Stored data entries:
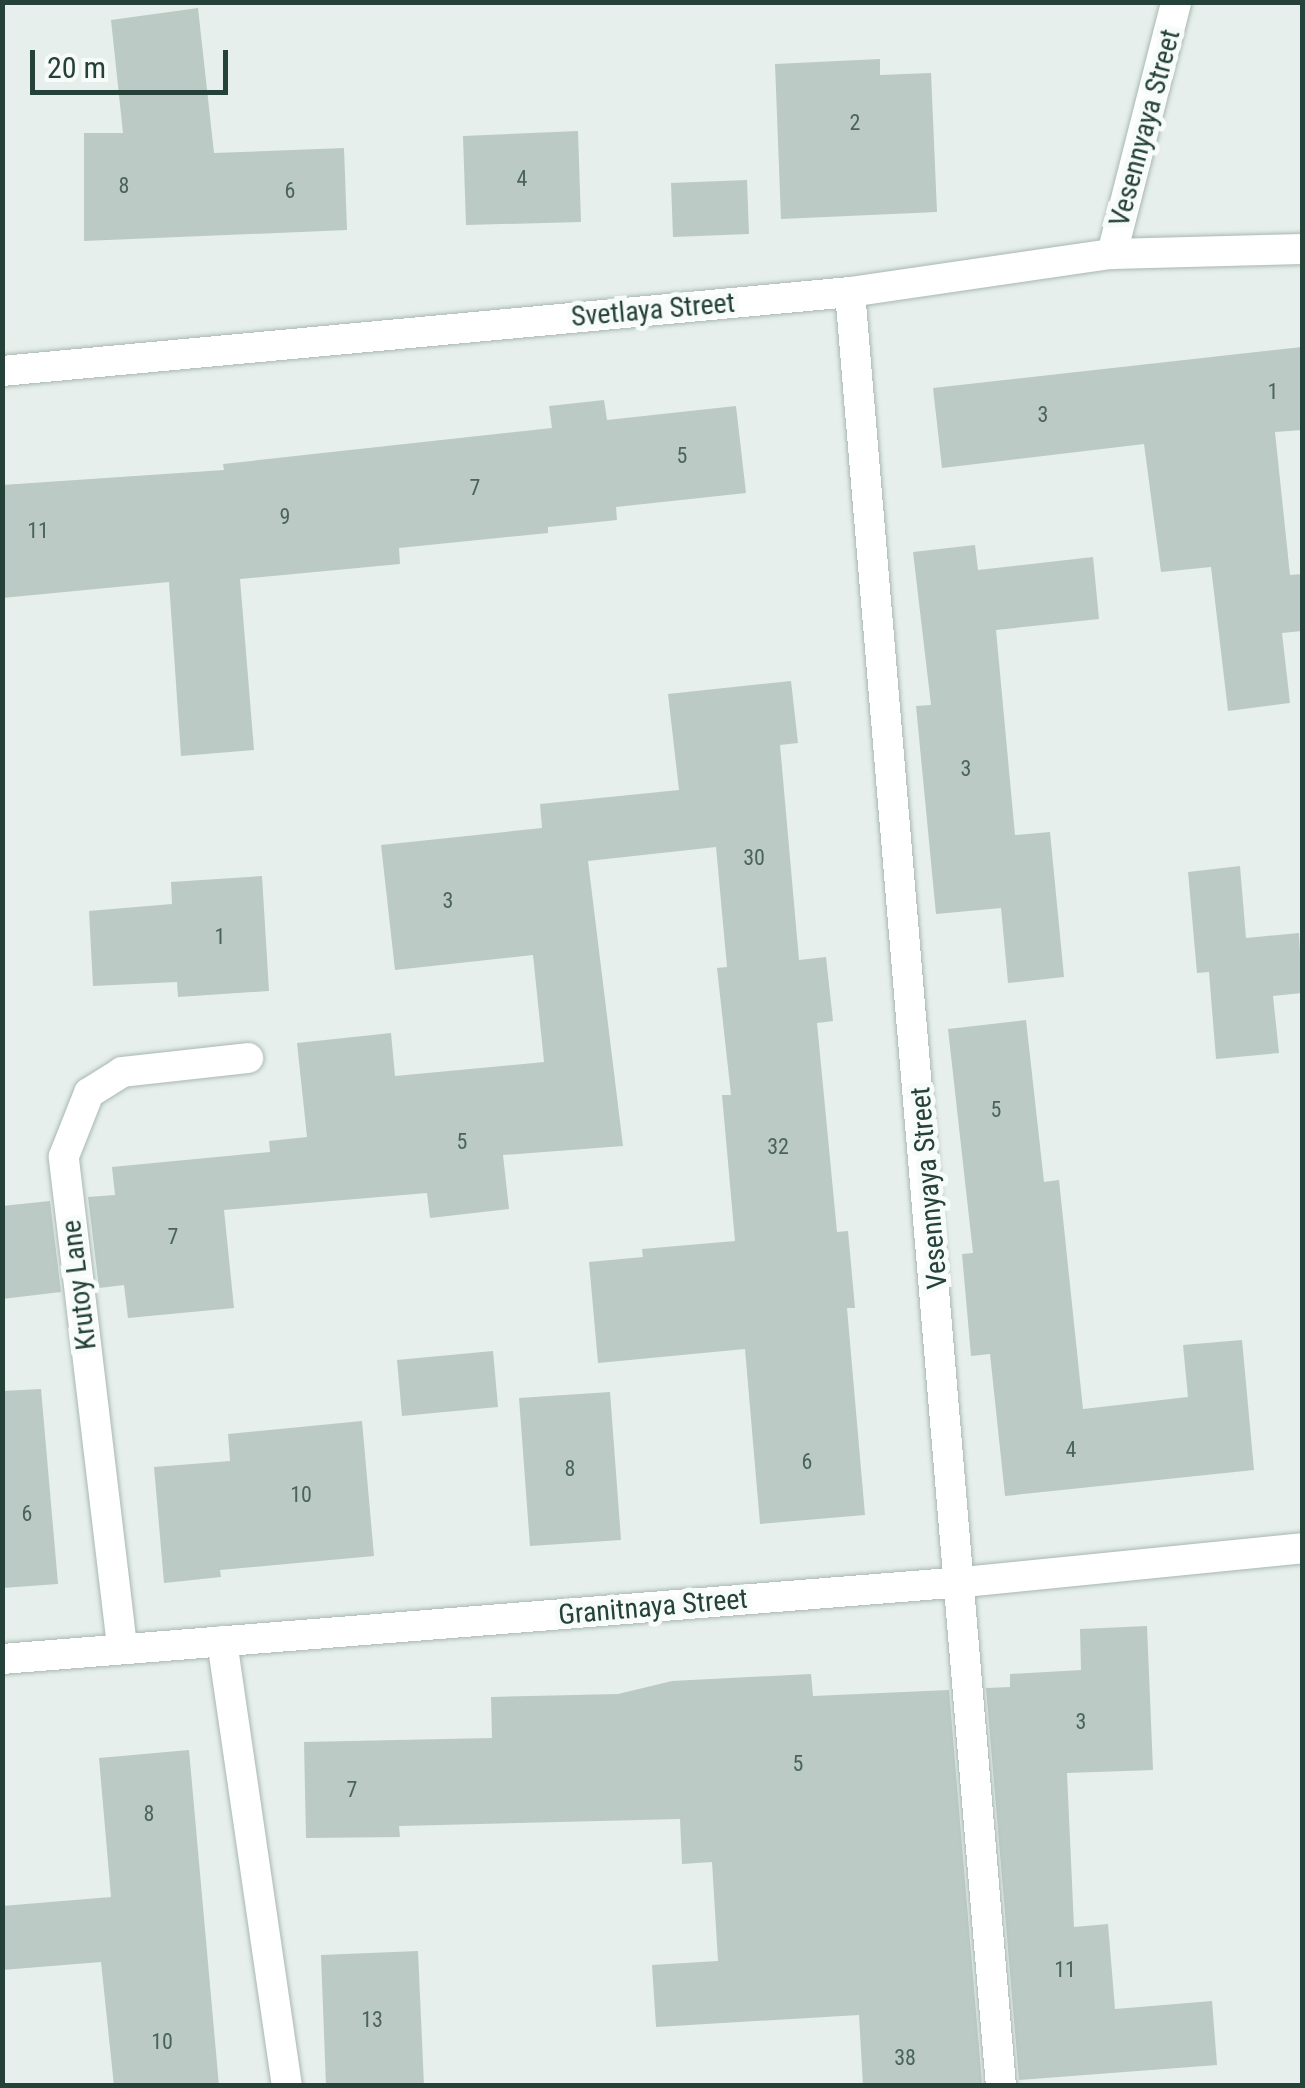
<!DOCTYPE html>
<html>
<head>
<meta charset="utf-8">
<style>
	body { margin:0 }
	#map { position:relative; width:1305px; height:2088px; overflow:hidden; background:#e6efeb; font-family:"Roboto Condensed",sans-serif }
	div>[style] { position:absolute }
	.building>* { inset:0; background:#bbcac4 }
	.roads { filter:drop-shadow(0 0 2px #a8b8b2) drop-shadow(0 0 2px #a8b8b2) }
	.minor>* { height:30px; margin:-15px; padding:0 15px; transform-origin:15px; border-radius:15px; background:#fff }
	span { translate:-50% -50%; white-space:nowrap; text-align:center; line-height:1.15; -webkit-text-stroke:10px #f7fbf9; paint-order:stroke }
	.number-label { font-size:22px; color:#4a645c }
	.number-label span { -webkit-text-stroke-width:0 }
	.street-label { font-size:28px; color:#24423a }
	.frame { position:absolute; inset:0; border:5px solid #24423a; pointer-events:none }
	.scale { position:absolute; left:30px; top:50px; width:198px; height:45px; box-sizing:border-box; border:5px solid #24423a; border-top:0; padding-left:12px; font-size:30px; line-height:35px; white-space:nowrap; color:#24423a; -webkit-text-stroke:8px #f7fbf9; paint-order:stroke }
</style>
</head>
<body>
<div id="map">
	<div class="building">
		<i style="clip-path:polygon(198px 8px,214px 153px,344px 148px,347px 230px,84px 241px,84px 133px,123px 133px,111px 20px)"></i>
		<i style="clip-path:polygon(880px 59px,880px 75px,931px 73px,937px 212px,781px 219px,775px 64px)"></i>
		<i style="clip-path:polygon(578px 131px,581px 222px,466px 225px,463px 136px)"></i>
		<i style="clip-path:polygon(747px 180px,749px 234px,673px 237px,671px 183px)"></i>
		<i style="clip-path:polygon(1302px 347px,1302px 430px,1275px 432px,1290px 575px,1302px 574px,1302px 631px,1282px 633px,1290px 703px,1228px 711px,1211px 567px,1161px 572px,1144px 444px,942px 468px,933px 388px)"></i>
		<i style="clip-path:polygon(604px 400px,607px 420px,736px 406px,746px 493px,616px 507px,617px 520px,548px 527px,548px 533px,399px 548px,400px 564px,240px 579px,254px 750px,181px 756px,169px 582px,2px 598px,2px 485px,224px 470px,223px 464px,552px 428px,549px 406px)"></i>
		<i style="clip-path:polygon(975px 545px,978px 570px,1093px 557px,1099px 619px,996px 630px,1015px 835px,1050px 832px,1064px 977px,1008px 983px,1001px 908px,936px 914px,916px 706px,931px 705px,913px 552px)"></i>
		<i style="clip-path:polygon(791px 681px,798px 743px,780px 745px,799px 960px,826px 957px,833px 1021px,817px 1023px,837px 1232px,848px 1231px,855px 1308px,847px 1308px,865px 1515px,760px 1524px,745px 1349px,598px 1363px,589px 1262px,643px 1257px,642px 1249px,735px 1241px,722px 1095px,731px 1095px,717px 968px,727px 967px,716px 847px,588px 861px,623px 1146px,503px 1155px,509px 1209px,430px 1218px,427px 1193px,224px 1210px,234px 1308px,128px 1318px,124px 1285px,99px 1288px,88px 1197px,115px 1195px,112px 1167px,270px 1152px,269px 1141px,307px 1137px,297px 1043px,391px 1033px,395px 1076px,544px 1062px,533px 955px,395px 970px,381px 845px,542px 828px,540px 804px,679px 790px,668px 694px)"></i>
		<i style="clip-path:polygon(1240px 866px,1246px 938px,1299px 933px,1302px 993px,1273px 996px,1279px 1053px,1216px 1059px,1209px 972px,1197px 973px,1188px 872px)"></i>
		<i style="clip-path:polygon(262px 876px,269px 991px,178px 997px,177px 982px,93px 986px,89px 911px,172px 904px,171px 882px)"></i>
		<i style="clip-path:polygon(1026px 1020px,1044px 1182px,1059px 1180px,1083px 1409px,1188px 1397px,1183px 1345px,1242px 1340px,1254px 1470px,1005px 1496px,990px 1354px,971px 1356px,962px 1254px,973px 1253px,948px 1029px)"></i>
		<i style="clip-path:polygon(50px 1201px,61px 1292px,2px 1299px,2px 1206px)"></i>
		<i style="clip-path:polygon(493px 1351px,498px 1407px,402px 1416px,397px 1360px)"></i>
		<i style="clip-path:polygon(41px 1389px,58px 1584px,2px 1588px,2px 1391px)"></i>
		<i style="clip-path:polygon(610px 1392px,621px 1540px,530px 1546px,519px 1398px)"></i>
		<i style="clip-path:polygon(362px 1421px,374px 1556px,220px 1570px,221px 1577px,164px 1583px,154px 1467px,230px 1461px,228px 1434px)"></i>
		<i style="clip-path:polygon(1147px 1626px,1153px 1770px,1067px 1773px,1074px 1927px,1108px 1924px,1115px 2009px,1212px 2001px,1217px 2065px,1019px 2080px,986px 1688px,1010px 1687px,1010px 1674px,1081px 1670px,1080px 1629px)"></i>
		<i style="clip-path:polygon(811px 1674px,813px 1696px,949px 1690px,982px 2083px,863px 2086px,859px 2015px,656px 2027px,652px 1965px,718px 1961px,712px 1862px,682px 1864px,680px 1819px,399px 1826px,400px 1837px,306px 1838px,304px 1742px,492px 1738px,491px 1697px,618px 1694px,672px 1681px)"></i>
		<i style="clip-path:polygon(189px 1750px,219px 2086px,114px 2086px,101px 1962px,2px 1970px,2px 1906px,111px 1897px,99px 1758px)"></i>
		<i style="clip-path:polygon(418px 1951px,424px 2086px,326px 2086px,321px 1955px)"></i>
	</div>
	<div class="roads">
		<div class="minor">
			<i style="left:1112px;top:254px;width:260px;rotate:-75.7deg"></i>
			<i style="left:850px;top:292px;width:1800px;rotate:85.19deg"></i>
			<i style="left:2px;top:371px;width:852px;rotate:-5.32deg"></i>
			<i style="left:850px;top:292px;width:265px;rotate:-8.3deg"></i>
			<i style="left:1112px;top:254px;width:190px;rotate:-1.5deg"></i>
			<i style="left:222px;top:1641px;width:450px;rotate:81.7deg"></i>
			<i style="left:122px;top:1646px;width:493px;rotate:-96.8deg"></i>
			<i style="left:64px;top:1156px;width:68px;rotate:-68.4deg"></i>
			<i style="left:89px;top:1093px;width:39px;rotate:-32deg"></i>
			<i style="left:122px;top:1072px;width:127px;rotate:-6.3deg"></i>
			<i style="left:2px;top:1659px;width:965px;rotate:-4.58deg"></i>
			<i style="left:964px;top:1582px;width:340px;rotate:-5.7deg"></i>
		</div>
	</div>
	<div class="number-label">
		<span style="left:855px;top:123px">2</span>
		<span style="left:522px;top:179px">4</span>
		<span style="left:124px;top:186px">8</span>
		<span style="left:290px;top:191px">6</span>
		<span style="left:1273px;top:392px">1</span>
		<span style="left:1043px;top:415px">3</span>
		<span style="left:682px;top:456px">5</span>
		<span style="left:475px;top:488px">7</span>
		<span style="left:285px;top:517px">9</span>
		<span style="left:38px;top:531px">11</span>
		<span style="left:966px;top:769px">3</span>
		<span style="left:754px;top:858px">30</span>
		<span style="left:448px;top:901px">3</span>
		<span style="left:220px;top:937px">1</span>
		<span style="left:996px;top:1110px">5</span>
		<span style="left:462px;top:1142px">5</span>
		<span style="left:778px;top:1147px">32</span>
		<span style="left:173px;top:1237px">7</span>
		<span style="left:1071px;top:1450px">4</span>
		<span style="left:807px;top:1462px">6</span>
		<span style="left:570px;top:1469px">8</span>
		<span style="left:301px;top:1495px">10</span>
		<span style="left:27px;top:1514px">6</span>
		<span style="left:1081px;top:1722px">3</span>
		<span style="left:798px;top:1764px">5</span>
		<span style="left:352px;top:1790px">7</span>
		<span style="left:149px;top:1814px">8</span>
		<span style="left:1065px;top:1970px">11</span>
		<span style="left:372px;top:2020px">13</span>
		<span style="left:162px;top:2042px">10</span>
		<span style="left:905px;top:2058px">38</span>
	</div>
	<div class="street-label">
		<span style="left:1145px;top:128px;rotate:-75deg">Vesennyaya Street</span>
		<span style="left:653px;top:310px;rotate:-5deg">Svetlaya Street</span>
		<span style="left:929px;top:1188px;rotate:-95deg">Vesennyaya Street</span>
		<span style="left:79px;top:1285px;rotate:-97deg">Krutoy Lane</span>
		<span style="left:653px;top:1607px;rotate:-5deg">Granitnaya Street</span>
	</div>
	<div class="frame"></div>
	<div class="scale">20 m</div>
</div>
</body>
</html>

What to work on
Across all the records above, find each line with "number" in it and copy it.

Reply
	.number-label { font-size:22px; color:#4a645c }
	.number-label span { -webkit-text-stroke-width:0 }
	<div class="number-label">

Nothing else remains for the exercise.